[INSTRUCTIONS FOR THE TASK] Run through the records and, wherever a line holds the word "strokeStyle", return that line.

Saved entries

Start of Block

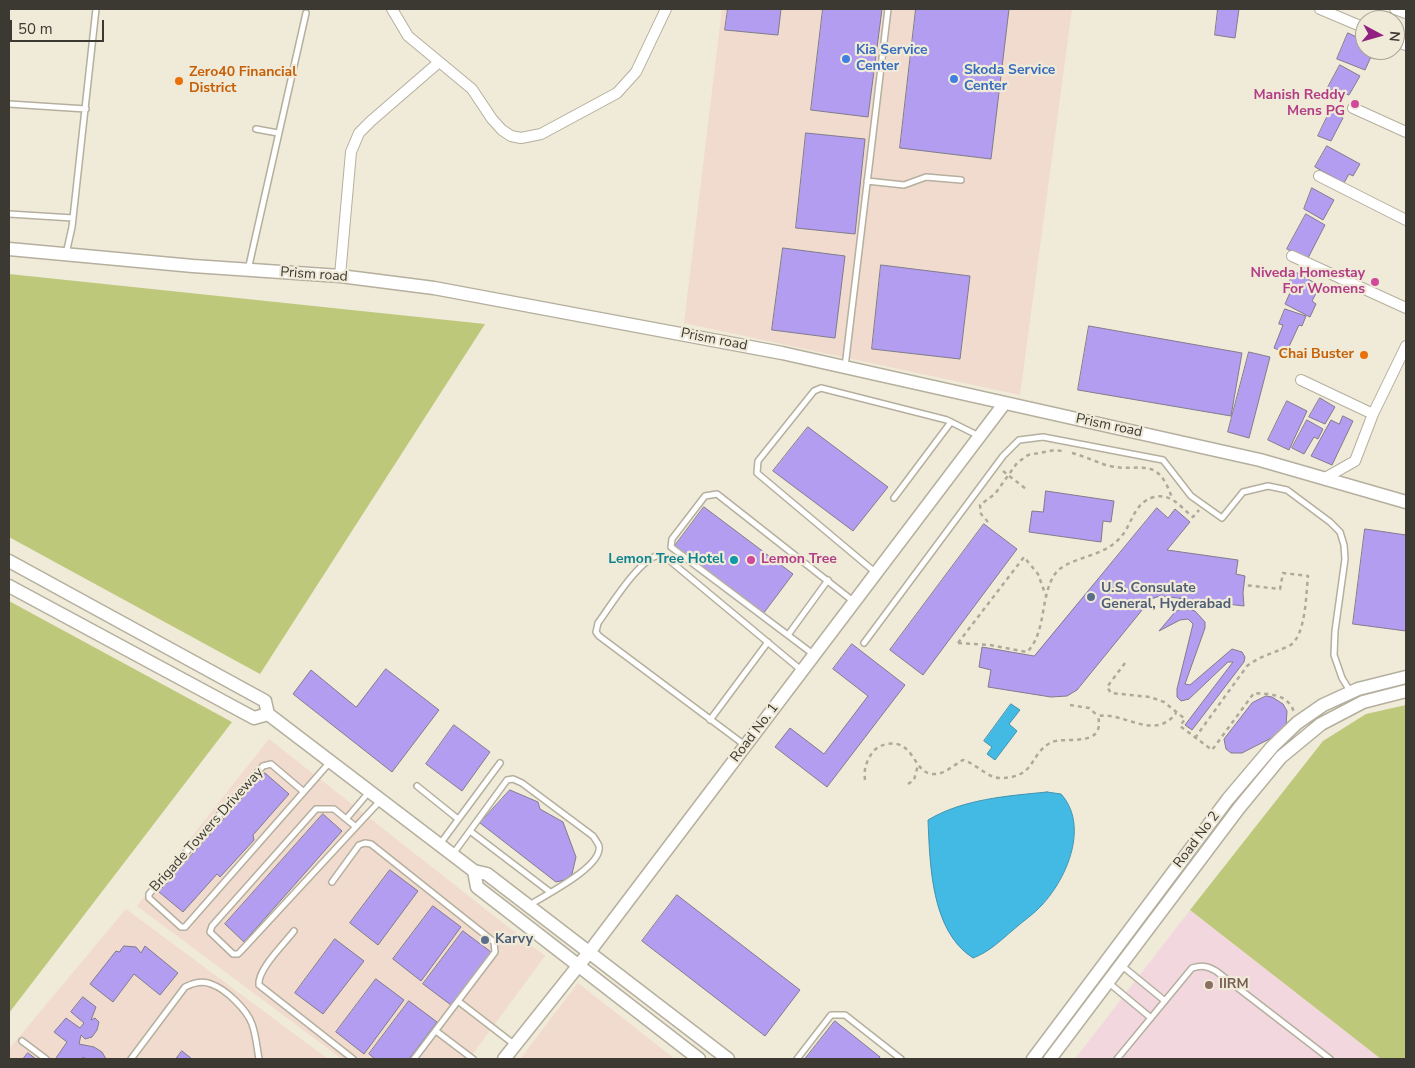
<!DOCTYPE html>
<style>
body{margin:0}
#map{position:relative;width:1415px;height:1068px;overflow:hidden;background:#f0ead8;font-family:"Nunito Sans",sans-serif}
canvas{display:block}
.frame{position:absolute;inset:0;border:10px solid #3c3932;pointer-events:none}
.north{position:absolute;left:1355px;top:10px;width:50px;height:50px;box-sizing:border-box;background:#f0ead8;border:1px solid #a8a396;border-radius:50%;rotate:96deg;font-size:14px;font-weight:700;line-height:20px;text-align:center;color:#3c3932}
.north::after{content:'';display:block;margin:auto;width:18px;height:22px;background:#922181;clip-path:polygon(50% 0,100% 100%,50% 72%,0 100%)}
.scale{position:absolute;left:10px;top:20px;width:94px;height:22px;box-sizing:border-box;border:2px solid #3c3932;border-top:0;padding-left:6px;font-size:15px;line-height:18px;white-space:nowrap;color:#3c3932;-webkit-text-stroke:4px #f0ead8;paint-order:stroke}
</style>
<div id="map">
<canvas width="1415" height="1068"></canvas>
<div class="frame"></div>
<div class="north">N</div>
<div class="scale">50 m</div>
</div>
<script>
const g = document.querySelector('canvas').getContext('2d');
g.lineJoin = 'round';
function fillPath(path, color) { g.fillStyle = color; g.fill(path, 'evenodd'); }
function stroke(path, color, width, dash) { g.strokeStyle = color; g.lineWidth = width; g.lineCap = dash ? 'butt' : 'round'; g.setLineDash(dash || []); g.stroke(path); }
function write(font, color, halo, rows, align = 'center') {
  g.font = font + ' "Nunito Sans",sans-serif'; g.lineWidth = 4.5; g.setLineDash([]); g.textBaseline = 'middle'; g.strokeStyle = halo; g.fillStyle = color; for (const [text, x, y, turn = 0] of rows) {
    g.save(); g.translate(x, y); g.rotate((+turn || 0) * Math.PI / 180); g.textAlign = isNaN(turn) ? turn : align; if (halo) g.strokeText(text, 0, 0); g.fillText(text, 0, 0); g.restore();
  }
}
const commercial = new Path2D(`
 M722,9h350l-52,386 -336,-72z
 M269,739l276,217 -76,103h-127l-205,-153z
 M126,909l202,150h-319v-10z
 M578,983l97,76h-155z`);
const education = new Path2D(`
 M1190,910l191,149h-306z`);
const green = new Path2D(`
 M9,274l476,50 -225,350 -251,-137z
 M9,601l223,121 -223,291z
 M1406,705v354h-25l-191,-149 133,-169 43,-27z`);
const water = new Path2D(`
 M1011,704l9,6 -11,14 8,7 -22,29 -8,-6 5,-7 -8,-6z
 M1047,792l14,2c28,31 7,83 -19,111 -8,9 -19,16 -29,25 -13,11 -24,22 -40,28 -42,-27 -43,-93 -45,-138 35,-21 79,-24 119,-28z`);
const building = new Path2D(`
 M728,9h53l-3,26 -53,-5z
 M823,9h59l-14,108 -57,-7z
 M916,9h93l-18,150 -91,-11z
 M1218,9h21l-4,29 -20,-3z
 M1348,33l17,8v9h9l-9,20 -28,-11z
 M1340,65l20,11 -11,19 -22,-6z
 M1330,111l13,7 -12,23 -13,-5z
 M806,133l59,6 -10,95 -59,-6z
 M1327,146l33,18 -7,12 -4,-2 -5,9 -29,-16z
 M1312,188l22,12 -11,20 -19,-11z
 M1306,214l19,11 -18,35 -20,-11z
 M783,248l62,8 -10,82 -63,-8z
 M881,265l89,11 -10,83 -88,-10z
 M1294,271l26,15 -8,15 4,3 -6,13 -25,-13 7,-16 -4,-2z
 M1285,309l21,7 -4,10 -3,-1 -13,28 -12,-5 9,-23 -4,-1z
 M1089,326l153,27 -11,63 -153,-26z
 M1249,352l21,5 -21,81 -21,-6z
 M1320,398l15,9 -10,17 -16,-7z
 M1287,401l20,10 -18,39 -21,-10z
 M1343,416l10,5 -21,44 -21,-9 20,-36 8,4z
 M1307,420l16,9 -5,10 -4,-2 -10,17 -12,-6z
 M808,427l80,60 -35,44 -80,-60z
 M1046,491l68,10 -3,21 -8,-1 -2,21 -72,-10 3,-21 11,1z
 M704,507l89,67 -30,40 -89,-67z
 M1157,508l11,10 7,-9 15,13 -23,28 71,10 -2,14 9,2 -2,17 1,13 -84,-10 -9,3 -74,91 -10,6 -16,1 -63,-10 3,-17 -12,-3 3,-20 52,9z
 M984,524l33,25 -94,126 -33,-25z
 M1365,529l41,6v96l-53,-7z
 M1184,608l11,3 10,11v6l-20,56 5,1 42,-36 10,3 3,5 -1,5 -52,68 -7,-5 48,-63h-5l-39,37 -8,2 -4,-4v-8l16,-65 -5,-5 -8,1 -21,11 16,-19z
 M852,644l53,41 -78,102 -52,-40 15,-19 34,26 44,-58 -35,-27z
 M386,669l53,41 -47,62 -99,-78 18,-24 45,37z
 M1266,696l6,1 11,7 4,7 -1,15 -9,9 -35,18h-11l-5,-4 -2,-10 28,-36z
 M454,725l36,27 -28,39 -36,-27z
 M265,773l24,21 -36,41 1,5 -34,37 -3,-3 -34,38 -24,-20z
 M510,790l28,12 2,7 23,13 13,35 -4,17 -7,6 -9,2 -76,-59z
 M323,814l19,17 -98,111 -19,-18z
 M390,870l28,21 -40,54 -28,-22z
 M677,895l123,95 -35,46 -123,-95z
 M433,906l28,21 -40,54 -28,-22z
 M463,931l28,21 -40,53 -28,-21z
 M335,939l29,22 -41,53 -28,-21z
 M124,946l12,1 5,6 4,-7 33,27 -18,22 -26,-21 -21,28 -23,-18 26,-33 3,1z
 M376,979l28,21 -40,54 -28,-22z
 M83,997l13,10 -5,13 4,-2 4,4 -2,8 -5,7 -7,2 -4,-4 -2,9 15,3 8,5 4,7h-20l-3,-2 -1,2h-24l-2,-1 11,-16 -13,-10 12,-14 14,10 4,-5 -13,-11z
 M409,1001l28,21 -28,37h-34l-6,-5z
 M835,1021l45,36 -1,2h-74z
 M182,1051l10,8h-16z
 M28,1053l8,6h-13z`);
const path = new Path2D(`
 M1072,453c13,3 25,10 38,13 31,7 47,-12 62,32
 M1003,471l23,18
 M988,522l-7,-8 -1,-9 15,-11 22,-31 11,-8 27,-5 7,1
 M958,643l32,2 37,7c19,-19 13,-51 26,-75 11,-20 46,-18 65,-37 15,-14 14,-37 36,-43 18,-4 26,10 39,20l6,-7
 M958,643l66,-86 14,17 8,22
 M1125,663l-18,24 4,6 39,4 14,5 21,17 -5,7 32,24 42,-57c16,1 34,1 40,19
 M1070,705l19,3 9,8
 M1195,738l52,-72c13,-10 27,-13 42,-20 17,-9 17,-52 19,-70l-25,-3 -3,16 -36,-4
 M865,780c-1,-9 0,-14 4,-22 4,-8 9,-12 18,-14 27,-5 26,28 45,30 13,1 21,-9 31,-14 14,4 25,19 39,18 34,-1 27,-23 48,-35 13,-8 56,7 48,-27 24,-5 57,26 78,-3
 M908,784l6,-4 4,-15`);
const service = new Path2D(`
 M9,104l77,5
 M256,129l22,4
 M867,181l37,4 22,-8 35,3
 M9,214l64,4
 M66,254l6,-27 24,-218
 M248,270l58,-257
 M845,367l43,-358
 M894,498l57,-76
 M876,573l-119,-100 1,-12 56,-70 7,-3 126,32 32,16
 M788,635l40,-55
 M864,643l139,-187 16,-16 24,-3 120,23 28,36 31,22 21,-26 25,-6 19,4 43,32 10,10 4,13 1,14 -10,72 -1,24 8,23 8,13
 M813,654l-142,-107 1,-8 33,-43 12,-2 136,107
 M710,720l58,-78
 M746,746l-147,-110 -3,-4 2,-9c12,-16 42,-66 62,-68l9,5 132,110
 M417,786l41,33
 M304,792l-33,-28 -8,2 -114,128v4l32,29h4l145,-165
 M347,818l22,-26
 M356,827l-22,-18h-18l-104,117 -2,6 23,22h5l3,-3 124,-134 16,-17
 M470,831l80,61
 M440,844l60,-81
 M453,854l54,-74 6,-1 9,4 71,53c2,3 5,7 6,10 4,21 -56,50 -71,60
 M332,882l27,-37 6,-2 6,1 123,98 1,10 -3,4 -78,103
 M294,931c-10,13 -37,39 -35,54l94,74
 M1121,965l44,36
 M1109,983l42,35
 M458,1001l57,44
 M436,1031l37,28
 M22,1041l24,18
 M131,1059l54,-72c8,-4 17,-7 26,-3 15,5 36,26 41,40 4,11 5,24 7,35
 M797,1059l34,-44h14l56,44
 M1117,1059l75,-91c10,-3 15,-2 24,3l114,88`);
const minor = new Path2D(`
 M392,9l16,27 64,53 20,30 10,11 9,6 10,2 20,-4 76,-41 19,-21 30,-63
 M1320,9l45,19
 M1395,9l11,4
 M1395,41l11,4
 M1353,108l53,24
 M1319,176l87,44
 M1292,256l114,52
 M340,276l11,-124 8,-19 12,-12 67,-58
 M1301,380l72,34
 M1325,478l30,-17 18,-47 33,-68`);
const tertiary = new Path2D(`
 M9,249l184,17 147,10 94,12 348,65 478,107 146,42
 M9,561l256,140 3,13 206,157 13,3 241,185
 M9,586l245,132 14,-4
 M474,871l3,16 222,172
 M504,1059l86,-108 414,-547
 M1033,1059l195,-260 44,-52 25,-24 26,-18 35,-16 48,-12
 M1050,1059l189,-251 42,-51 40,-33 42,-22 43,-11`);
const markers = [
 [846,59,5,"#3f7fe0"],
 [954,79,5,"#3f7fe0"],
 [179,81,5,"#e8710a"],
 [1355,104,5,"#d1479c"],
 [1375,282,5,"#d1479c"],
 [1364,355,5,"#e8710a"],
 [734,560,5,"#0f9aa8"],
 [751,560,5,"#d1479c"],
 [1091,597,5,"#5c6f8a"],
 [485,940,5,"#5c6f8a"],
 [1209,985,5,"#8d6e63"]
];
const shopNames = [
 ["Kia Service",856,51],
 ["Center",856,67],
 ["Skoda Service",964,71],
 ["Center",964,87]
];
const foodNames = [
 ["Zero40 Financial",189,73],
 ["District",189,89],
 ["Chai Buster",1354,355,"right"]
];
const hotelNames = [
 ["Manish Reddy",1345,96],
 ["Mens PG",1345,112],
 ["Niveda Homestay",1365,274],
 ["For Womens",1365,290],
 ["Lemon Tree",761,560,"left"]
];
const streetNames = [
 ["Prism road",314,275,4],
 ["Prism road",714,340,11],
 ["Prism road",1109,426,12],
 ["Road No. 1",755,733,-53],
 ["Brigade Towers Driveway",207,830,-48],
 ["Road No 2",1197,840,-53]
];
const cultureNames = [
 ["Lemon Tree Hotel",724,560]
];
const serviceNames = [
 ["U.S. Consulate",1101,589],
 ["General, Hyderabad",1101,605],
 ["Karvy",495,940]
];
const educationNames = [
 ["IIRM",1219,985]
];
fillPath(commercial, '#f1dbce');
fillPath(education, '#f2d8de');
fillPath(green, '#bdc87a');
fillPath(water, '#43bae4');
stroke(water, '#4193af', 1);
fillPath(building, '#b29df1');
stroke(building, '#7f7c8b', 1);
stroke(service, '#b5af9e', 8);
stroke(minor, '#b5af9e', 12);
stroke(tertiary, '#b5af9e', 15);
stroke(path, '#aea99b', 2.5, [4, 4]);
stroke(service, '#fff', 5);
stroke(minor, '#fff', 10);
stroke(tertiary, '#fff', 12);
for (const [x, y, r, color] of markers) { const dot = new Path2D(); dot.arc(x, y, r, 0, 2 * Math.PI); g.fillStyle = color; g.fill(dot); stroke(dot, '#f0ead8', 2); }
write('bold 14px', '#366cbe', '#f0ead8', shopNames, 'left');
write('bold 14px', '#c56008', '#f0ead8', foodNames, 'left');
write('bold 14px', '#b23c85', '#f0ead8', hotelNames, 'right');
write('14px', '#3c3932', '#f0ead8', streetNames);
write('bold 14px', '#0d838f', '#f0ead8', cultureNames, 'right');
write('bold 14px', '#4e5e75', '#f0ead8', serviceNames, 'left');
write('bold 14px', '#785e54', '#f0ead8', educationNames, 'left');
</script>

End of Block

[TASK OUTPUT]
function stroke(path, color, width, dash) { g.strokeStyle = color; g.lineWidth = width; g.lineCap = dash ? 'butt' : 'round'; g.setLineDash(dash || []); g.stroke(path); }
  g.font = font + ' "Nunito Sans",sans-serif'; g.lineWidth = 4.5; g.setLineDash([]); g.textBaseline = 'middle'; g.strokeStyle = halo; g.fillStyle = color; for (const [text, x, y, turn = 0] of rows) {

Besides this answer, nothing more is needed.